Restricted (Penn State Only)
- Author:
- Liang, Junjie
- Graduate Program:
- Informatics
- Degree:
- Doctor of Philosophy
- Document Type:
- Dissertation
- Date of Defense:
- March 17, 2022
- Committee Members:
- Xiang Zhang, Major Field Member
Lin Lin, Outside Unit & Field Member
Suhang Wang, Major Field Member
Vasant Honavar, Chair & Dissertation Advisor
Mary Beth Rosson, Program Head/Chair - Keywords:
- Longitudinal data analysis
longitudinal correlation
cluster correlation
Gaussian Process
Factorization Machines - Abstract:
- Longitudinal studies, which involve repeated observations, taken at irregularly spaced time points, for a set of individuals over time, are ubiquitous in many applications. Predictive models for longitudinal data generally need to take into account the data correlation, i.e., correlation among repeated observations of the individual and/or correlation among groups of individuals. Ignoring either part of the correlation can lead to misleading statistical inferences. It can be non-trivial to choose a suitable correlation structure that reflects the correlations present in the data. The relationships between the variables and outcomes of interest can be highly complex and non-linear. Furthermore, modern applications often call for longitudinal methods that scale gracefully with increasing number of variables and millions of data points.
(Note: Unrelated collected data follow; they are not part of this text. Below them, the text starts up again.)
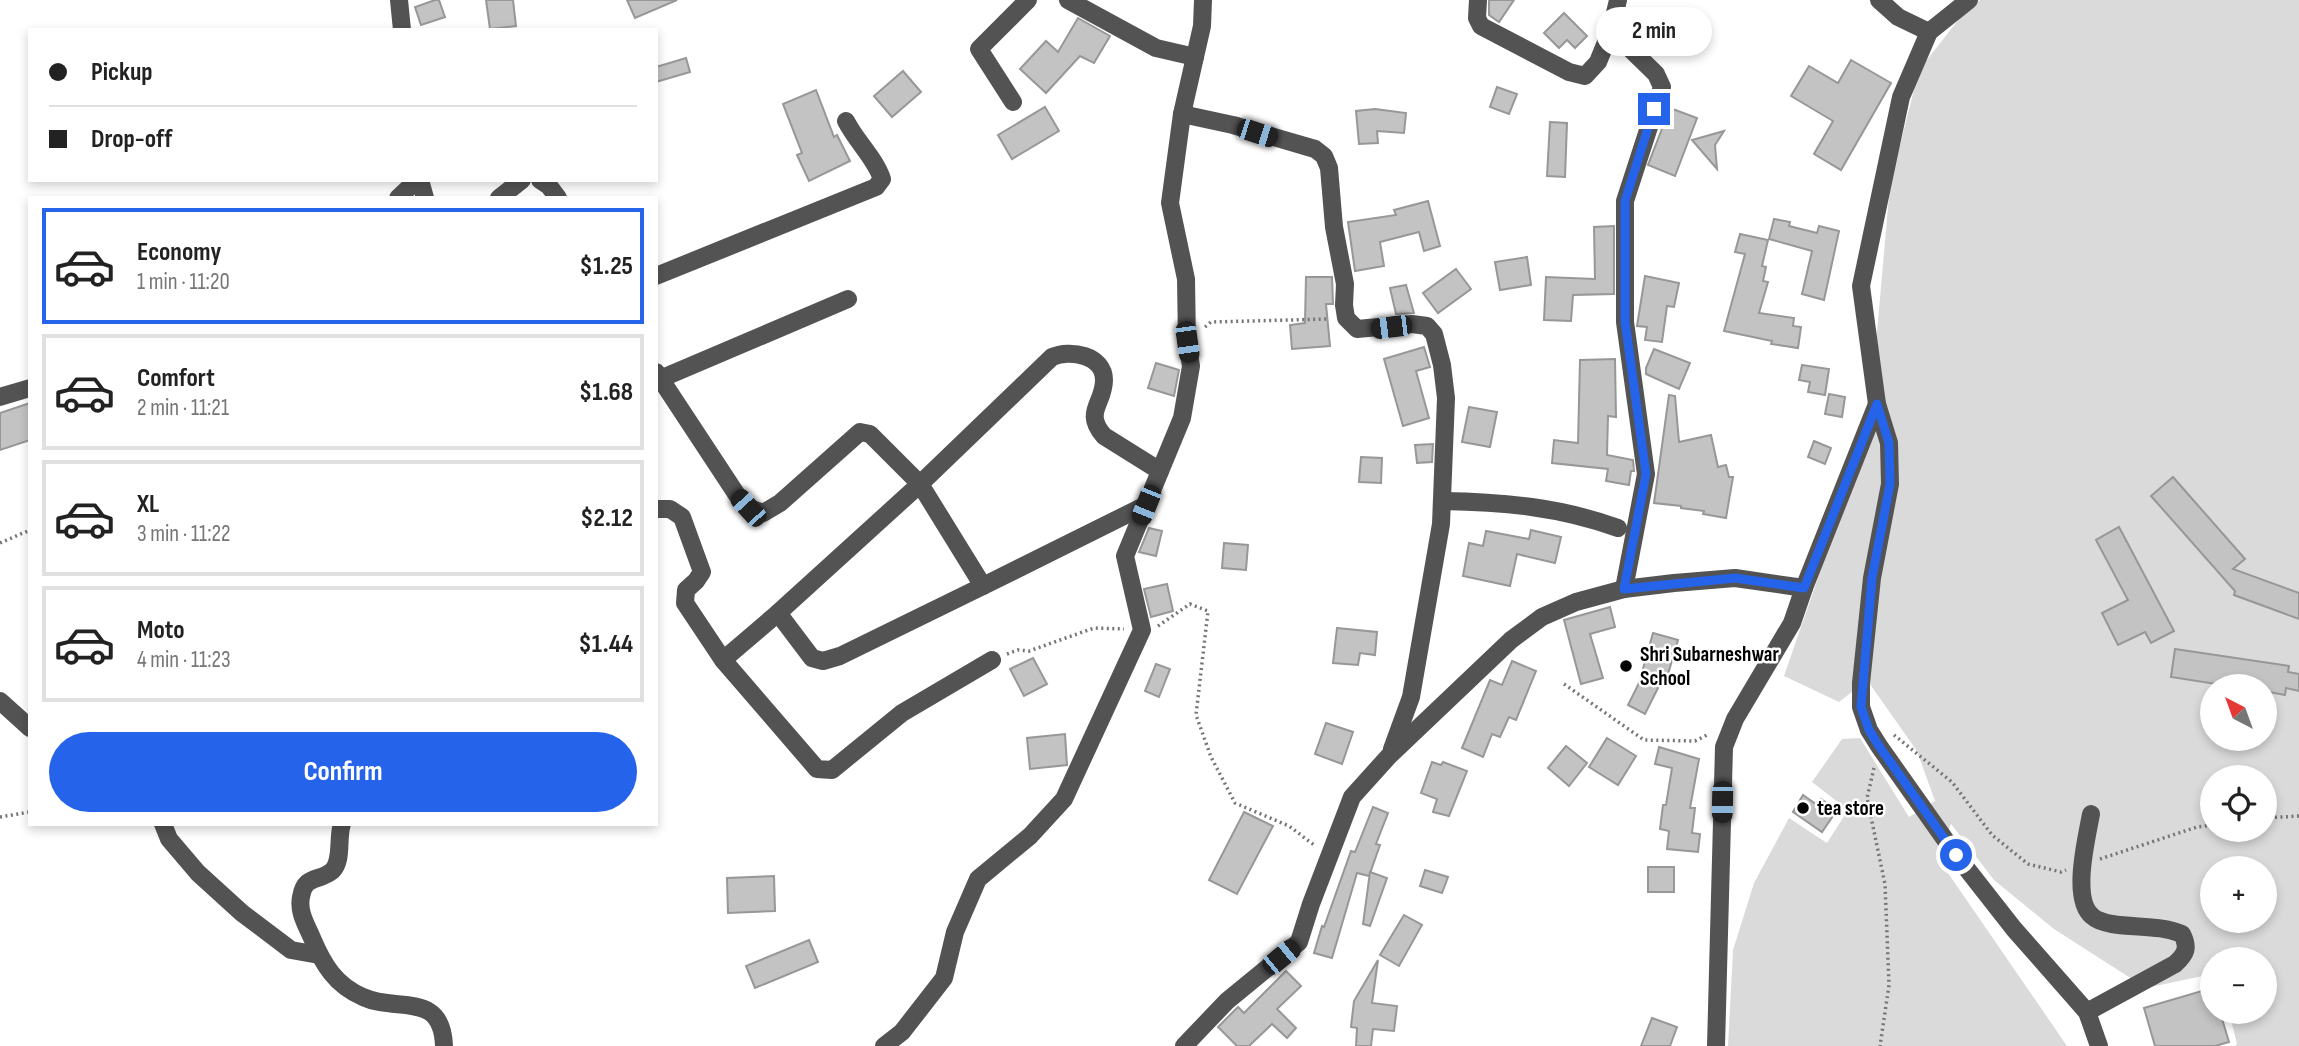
<!DOCTYPE html>
<meta charset="utf-8">
<style>
:root{--surface:#fff;--page:#f2f2f2;--text:#222;--muted:#767676;--line:#e0e0e0;--accent:#2563eb}
body{margin:0;font-family:"Sofia Sans Condensed",sans-serif;background:var(--page);color:var(--text);height:100vh;display:flex;flex-direction:column;font-size:26px;white-space:nowrap}
*{box-sizing:border-box;margin:0}
p{font-size:23px;color:var(--muted)}
.icon{flex:none;width:38px;height:38px;fill:none;stroke:currentColor;stroke-width:2;stroke-linecap:round;stroke-linejoin:round}
.map{position:relative;flex:1;overflow:hidden}
.panel{position:absolute;left:28px;top:196px;width:630px;height:630px;display:flex;flex-direction:column;background:var(--surface);border-radius:0px;box-shadow:0 4px 10px #0003}
.panel>*{flex:none}
.top-card{position:absolute;left:28px;top:28px;width:630px;height:154px;border-radius:0px;box-shadow:0 4px 10px #0003;display:grid;align-content:center;height:154px;padding:0 21px;background:var(--surface)}
.needle{width:46px;rotate:319deg}
.tools{position:absolute;left:2200px;top:674px;display:grid;gap:14px}
.tools a{display:grid;place-items:center;width:77px;height:77px;border-radius:50%;background:var(--surface);box-shadow:0 4px 10px #0003;font-size:35px}
.end{position:absolute;width:32px;height:32px;margin:-16px;border:9px solid #2563eb;background:#fff;box-shadow:0 0 0 4px #fff}
.from{border-radius:50%}
.bubble{position:absolute;height:49px;border-radius:24px;background:var(--surface);box-shadow:0 4px 10px #0003;font-size:23px;font-weight:700;line-height:49px;text-align:center}
.car{position:absolute;width:21px;height:42px;margin:-21px -10px;border-radius:9px;box-shadow:0 0 5px 2px #0007;background:linear-gradient(#222 24%,#8ab4d8 0 40%,#222 0 76%,#8ab4d8 0 86%,#222 0)}
.top-card b{display:flex;align-items:center;gap:24px;height:66px;font-size:26px}
.top-card b+b{border-top:2px solid var(--line)}
.top-card i{width:18px;height:18px;background:var(--text)}
ul{padding:12px 0 0;list-style:none}
li{display:flex;align-items:center;gap:21px;height:116px;margin:0 14px 10px;padding:0 7px;border:4px solid var(--line);border-radius:0px}
li div{flex:1}
li b{display:block;font-size:26px}
li em{font-style:normal;font-weight:700}
li.active{border-color:var(--accent)}
li>.icon{width:63px;height:63px;stroke-width:1.5}
.action{display:flex;gap:14px;margin-top:auto;padding:14px 21px}
.action a{flex:1;height:80px;border-radius:42px;background:var(--accent);color:#fff;font-size:28px;font-weight:700;line-height:80px;text-align:center}
.map>svg:first-child{display:block}
</style>
<div class="map">
<svg width="2299" height="1046" viewBox="0 0 2299 1046">
<rect width="100%" height="100%" fill="#fff"/>
<path fill="#dadada" fill-rule="evenodd" d="M1980 0H2299V1046H2235L2237 1044 2229 1012H2264V959H2212V974L2146 988 2054 929 1994 880 1951 824 1937 857 2067 1046H1728L1733 950 1754 883 1789 818 1827 843 1848 810 1812 782 1842 739 1860 738 1909 817 1935 801 1917 751 1867 680 1839 702 1784 676 1868 434 1890 185 1919 70 1966 10ZM2212 686H2264V738H2212ZM2212 777H2264V830H2212ZM2212 868H2264V920H2212Z"/>
<g fill="#c3c3c3" stroke="#979797" stroke-width="2">
<path d="M435 0H439L445 17 421 25 415 7Z"/>
<path d="M486 0H513L516 26 490 29Z"/>
<path d="M627 0H677L635 18Z"/>
<path d="M1489 0H1514L1499 22 1489 15Z"/>
<path d="M1564 13 1587 36 1575 48 1567 40 1559 48 1544 33Z"/>
<path d="M1078 18 1110 36 1094 63 1080 56 1046 93 1020 69 1046 41 1058 52Z"/>
<path d="M686 58 690 72 656 82V67Z"/>
<path d="M1851 60 1891 83 1841 170 1814 154 1833 121 1791 96 1809 66 1838 83Z"/>
<path d="M903 71 921 92 892 117 874 96Z"/>
<path d="M1497 87 1517 94 1509 114 1490 107Z"/>
<path d="M816 90 834 137 837 135 850 161 809 181 797 155 802 153 783 104Z"/>
<path d="M1045 107 1059 131 1012 159 998 135Z"/>
<path d="M1670 108 1697 118 1675 176 1648 165Z"/>
<path d="M1375 109 1406 113 1404 133 1377 131 1378 143 1359 144 1356 111Z"/>
<path d="M1550 122 1567 123 1565 177 1547 176Z"/>
<path d="M1724 131 1715 145 1717 169 1692 140Z"/>
<path d="M1428 201 1440 246 1424 251 1419 232 1380 242 1384 266 1355 271 1348 222 1396 215 1394 210Z"/>
<path d="M1774 219 1790 222 1789 226 1817 233 1819 226 1839 231 1824 300 1802 294 1812 251 1769 239Z"/>
<path d="M1614 226V294L1573 295 1571 321 1544 320 1546 277 1595 279 1594 227Z"/>
<path d="M1740 234 1768 240 1762 266 1766 267 1763 281 1768 282 1759 313 1794 318 1793 326 1801 327 1798 348 1771 344 1772 341 1724 331 1745 254 1735 252Z"/>
<path d="M1527 257 1531 285 1500 290 1495 262Z"/>
<path d="M1456 269 1471 289 1438 313 1423 293Z"/>
<path d="M1645 276 1679 283 1674 307 1667 306 1662 342 1645 340 1647 327 1637 326Z"/>
<path d="M1306 277H1332L1333 304H1326L1330 346 1292 349 1290 325 1305 323Z"/>
<path d="M1406 285 1414 313 1396 314 1390 288Z"/>
<path d="M1424 347 1430 367 1416 371 1429 418 1403 426 1384 359Z"/>
<path d="M1654 349 1690 363 1679 389 1646 374V368Z"/>
<path d="M1615 359 1616 417 1608 416 1607 455 1633 460 1634 471H1631L1629 485 1606 481 1608 469 1552 463 1554 440 1578 443 1580 360Z"/>
<path d="M1156 363 1179 370 1174 396 1148 388Z"/>
<path d="M1802 365 1829 369 1825 395 1808 392 1810 382 1799 380Z"/>
<path d="M1829 394 1845 397 1842 417 1825 414Z"/>
<path d="M1669 395 1675 396 1679 442 1711 435 1718 467 1726 465 1729 477H1733L1726 518 1703 514 1704 511 1681 508V506L1654 503Z"/>
<path d="M30 403V440L0 450V413Z"/>
<path d="M1469 407 1497 412 1490 447 1462 442Z"/>
<path d="M1814 441 1831 448 1825 464 1808 457Z"/>
<path d="M1433 444 1432 462 1417 463 1415 445Z"/>
<path d="M1361 457 1382 458 1381 483 1359 482Z"/>
<path d="M2173 477 2245 559 2233 569 2299 593V619L2234 595 2235 591 2151 496Z"/>
<path d="M2119 527 2174 631 2151 643 2145 632 2118 645 2102 613 2128 600 2096 540Z"/>
<path d="M1149 528 1162 531 1156 556 1139 552Z"/>
<path d="M1531 530 1561 537 1555 563 1517 554 1510 586 1463 576 1469 543 1483 546 1486 531 1529 539Z"/>
<path d="M1224 543 1248 545 1246 570 1222 568Z"/>
<path d="M1167 584 1173 611 1151 617 1144 589Z"/>
<path d="M1610 607 1615 627 1590 634 1603 678 1581 684 1564 620Z"/>
<path d="M1337 628 1377 632 1375 655 1360 653 1358 665 1333 663Z"/>
<path d="M1653 633 1678 640 1666 681 1662 680 1645 714 1628 705 1639 683Z"/>
<path d="M2175 649 2289 666 2288 672 2299 674V691L2286 688 2285 695 2264 691V686H2229L2171 677Z"/>
<path d="M1033 658 1047 684 1024 696 1010 669Z"/>
<path d="M1512 661 1536 671 1516 720 1509 717 1500 737 1492 734 1483 757 1462 748 1490 680 1502 685Z"/>
<path d="M1156 664 1170 669 1159 697 1145 691Z"/>
<path d="M1326 723 1353 732 1342 764 1315 754Z"/>
<path d="M1065 734 1067 765 1030 769 1027 738Z"/>
<path d="M1607 738 1636 756 1618 785 1589 767Z"/>
<path d="M1566 746 1587 763 1569 786 1548 768Z"/>
<path d="M1659 747 1699 759 1690 808H1695L1692 833 1700 834 1698 852 1667 849 1669 831 1660 829 1663 805H1666L1672 768 1655 764Z"/>
<path d="M1432 762 1441 765 1443 762 1467 771 1449 816 1433 812 1437 799 1421 793Z"/>
<path d="M1803 795 1816 804 1821 799 1837 810 1822 832 1793 812Z"/>
<path d="M1373 807 1388 813 1376 844 1380 845 1369 876 1357 873 1332 958 1314 953 1322 926 1324 927 1351 851 1355 852Z"/>
<path d="M1244 812 1273 826 1237 894 1209 880Z"/>
<rect x="1648" y="867" width="26" height="25"/>
<path d="M1425 870 1448 877 1442 893 1420 886Z"/>
<path d="M1370 872 1387 878 1370 926 1363 924Z"/>
<path d="M774 876 775 911 728 913 727 878Z"/>
<path d="M1404 915 1422 925 1399 966 1380 955Z"/>
<path d="M809 940 818 962 755 988 746 966Z"/>
<path d="M1378 960 1372 1003 1397 1006 1394 1031 1373 1029 1371 1046H1356L1357 1028 1351 1027 1354 1001Z"/>
<path d="M1286 971 1301 986 1277 1009 1296 1028 1287 1038 1272 1024 1249 1046H1237L1218 1027 1238 1007 1244 1013Z"/>
<path d="M2212 988V1012H2220L2229 1042 2215 1046H2155L2144 1008Z"/>
<path d="M1652 1018 1677 1027 1670 1046H1641Z"/>
</g>
<g fill="none" stroke-linecap="round" stroke-linejoin="round">
<g stroke="#757575" stroke-width="3.5" stroke-dasharray="2 3.5" stroke-linecap="butt">
<path d="M1205 327 1211 322 1328 319"/>
<path d="M0 543 30 530"/>
<path d="M1158 626 1190 604 1208 611 1196 715 1211 757 1235 803 1289 826 1314 845"/>
<path d="M1007 654 1018 650 1029 651 1094 628 1124 629"/>
<path d="M1564 684 1644 740 1695 741 1709 734"/>
<path d="M1894 735 1952 782 1992 835 2028 864 2061 872 2066 870"/>
<path d="M1874 768 1867 798 1885 884 1889 985 1880 1046"/>
<path d="M0 817 30 812"/>
<path d="M2264 818 2299 816"/>
<path d="M2100 859 2197 827 2212 825"/>
</g>
<g stroke="#535353" stroke-width="18">
<path d="M399 0 402 30"/>
<path d="M1068 0 1156 48 1195 57"/>
<path d="M1478 0 1477 18 1481 26 1569 72 1585 76 1598 62 1611 30"/>
<path d="M1618 0 1611 30 1656 74 1662 87 1625 201V322L1646 474 1624 589"/>
<path d="M1879 0 1898 17 1929 32"/>
<path d="M1969 0 1929 32 1901 97 1861 286 1877 404 1889 443 1890 484 1872 578 1861 683V707L1869 730 1879 746 1956 855 2014 929 2087 1012 2099 1046"/>
<path d="M1013 102 979 49 1028 0"/>
<path d="M1182 114 1233 125 1315 149 1324 156 1329 168 1334 227 1345 284 1344 305 1346 318 1357 329 1412 324 1427 326 1434 334 1442 365 1446 398 1441 524 1411 697 1392 749"/>
<path d="M420 180 425 198"/>
<path d="M540 180 549 186 558 198"/>
<path d="M398 198 417 180"/>
<path d="M499 198 522 180"/>
<path d="M656 276 876 187 882 179C875 158 856 141 846 121"/>
<path d="M656 372 737 495 749 508 763 513 780 503 860 432 870 434 920 484 983 586 840 656 823 661 812 658 778 613 920 484 1052 357C1070 349 1104 355 1104 380 1104 404 1083 412 1104 436L1160 471"/>
<path d="M660 379 848 299"/>
<path d="M0 397 30 388"/>
<path d="M1443 501C1504 502 1560 507 1618 528"/>
<path d="M656 509H670L682 517 702 572 696 581 686 590 685 603 723 660 778 613"/>
<path d="M983 586 1146 505"/>
<path d="M723 660 817 769 832 770 902 713 992 660"/>
<path d="M0 701 30 728"/>
<path d="M163 824 169 839 198 873 242 913 291 950 319 955"/>
<path d="M342 824C337 838 343 861 332 871 319 882 305 874 301 897 298 912 306 924 312 938 323 964 335 985 363 997 397 1013 442 990 444 1046"/>
<path d="M2087 1012 2175 964C2186 954 2189 948 2182 934 2160 925 2136 928 2112 924 2106 923 2096 920 2092 916 2071 899 2087 837 2091 814"/>
<path d="M884 1046 902 1032 944 978 955 932 978 879 1030 836 1064 799 1142 630 1125 556 1182 418 1191 366 1187 342 1186 279 1170 203 1182 114 1202 26 1203 0"/>
<path d="M1184 1046 1227 1001 1299 942 1311 904 1352 797 1389 756 1511 640 1542 617 1576 602 1624 589 1674 583 1735 578 1804 588 1877 404"/>
<path d="M1716 1046 1724 747 1735 719 1792 623 1804 588"/>
</g>
</g>
<g fill="none" stroke-linecap="round" stroke-linejoin="round">
<path stroke="#2563eb" stroke-width="9" d="M1654 109 1625 201V321L1646 474 1624 589 1735 578 1804 588 1877 404 1889 443 1890 484 1872 578 1861 707 1869 730 1879 746 1956 855"/>
</g>
<g fill="#000" stroke="#fff" stroke-width="2.5">
<circle cx="1626" cy="666" r="7"/>
<circle cx="1803" cy="808" r="7"/>
</g>
<g text-anchor="middle" dominant-baseline="central" stroke-width="5" stroke-linejoin="round" paint-order="stroke">
<g font-size="21" font-weight="bold" fill="#000" stroke="#fff" text-anchor="start">
<text x="1640" y="654">Shri Subarneshwar<tspan x="1640" dy="24">School</tspan></text>
<text x="1817" y="808">tea store</text>
</g>
</g>
</svg>
<div class="tools">
<a><svg class="needle" viewBox="-14 -14 28 28"><path d="M0-13l5 13h-10z" fill="#e53935"/><path d="M0 13l5-13h-10z" fill="#767676"/></svg></a>
<a><svg class="icon" aria-label="locate" viewBox="0 0 24 24"><circle cx="12" cy="12" r="6"/><path d="M12 2v4M12 18v4M2 12h4M18 12h4"/></svg></a>
<a>+</a>
<a>−</a>
</div>
<i class="end from" style="left:1956px;top:855px"></i>
<i class="end" style="left:1654px;top:109px"></i>
<div class="bubble" style="left:1596px;top:7px;width:116px">2 min</div>
<i class="car" style="left:1257px;top:133px;rotate:108deg"></i>
<i class="car" style="left:1391px;top:327px;rotate:263deg"></i>
<i class="car" style="left:1187px;top:342px;rotate:172deg"></i>
<i class="car" style="left:1146px;top:505px;rotate:202deg"></i>
<i class="car" style="left:748px;top:508px;rotate:318deg"></i>
<i class="car" style="left:1722px;top:802px;rotate:181deg"></i>
<i class="car" style="left:1281px;top:957px;rotate:51deg"></i>
<div class="top-card">
<b><i class="from"></i>Pickup</b>
<b><i></i>Drop-off</b>
</div>
<section class="panel">
<ul>
<li class="active"><svg class="icon" aria-label="car" viewBox="0 0 24 24"><path d="M5 17H2v-5l4-1 3-4h7l3 4 3 1v5h-3M9 17h6M6 11h13"/><circle cx="7" cy="17" r="2"/><circle cx="17" cy="17" r="2"/></svg><div><b>Economy</b><p>1 min · 11:20</p></div><em>$1.25</em></li>
<li><svg class="icon" aria-label="car" viewBox="0 0 24 24"><path d="M5 17H2v-5l4-1 3-4h7l3 4 3 1v5h-3M9 17h6M6 11h13"/><circle cx="7" cy="17" r="2"/><circle cx="17" cy="17" r="2"/></svg><div><b>Comfort</b><p>2 min · 11:21</p></div><em>$1.68</em></li>
<li><svg class="icon" aria-label="car" viewBox="0 0 24 24"><path d="M5 17H2v-5l4-1 3-4h7l3 4 3 1v5h-3M9 17h6M6 11h13"/><circle cx="7" cy="17" r="2"/><circle cx="17" cy="17" r="2"/></svg><div><b>XL</b><p>3 min · 11:22</p></div><em>$2.12</em></li>
<li><svg class="icon" aria-label="car" viewBox="0 0 24 24"><path d="M5 17H2v-5l4-1 3-4h7l3 4 3 1v5h-3M9 17h6M6 11h13"/><circle cx="7" cy="17" r="2"/><circle cx="17" cy="17" r="2"/></svg><div><b>Moto</b><p>4 min · 11:23</p></div><em>$1.44</em></li>
</ul>
<div class="action"><a>Confirm</a></div>
</section>
</div>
The target for this dissertation is to address the challenges in longitudinal data analysis using machine learning and representation learning approaches. Specifically, our work is dedicated to redesign the state-of-the-art longitudinal models to fit in the large-scale, high-dimensional longitudinal settings. We focus on improving the mixed effects models and non-parametric models by answering the following research questions: (i) How can we design mixed effects models to handle longitudinal data with thousands of variables and automate the selection between fixed and random effects? (ii) How can we design non-parametric models to handle longitudinal data with time-varying and time-invariant effects and automate the discovery of complex correlation? (iii) How can we design non-parametric models to handle longitudinal data with outcomes that could show state transitions, abrupt discontinuities and complex correlation? Against this background, this dissertation investigates two lines of approaches, Factorization Machines and Gaussian Process. We tackle both the theoretical and practical challenges in adapting these approaches to longitudinal settings. For each proposed model, we explore provably efficient algorithm to improve its applicability over high-dimensional data.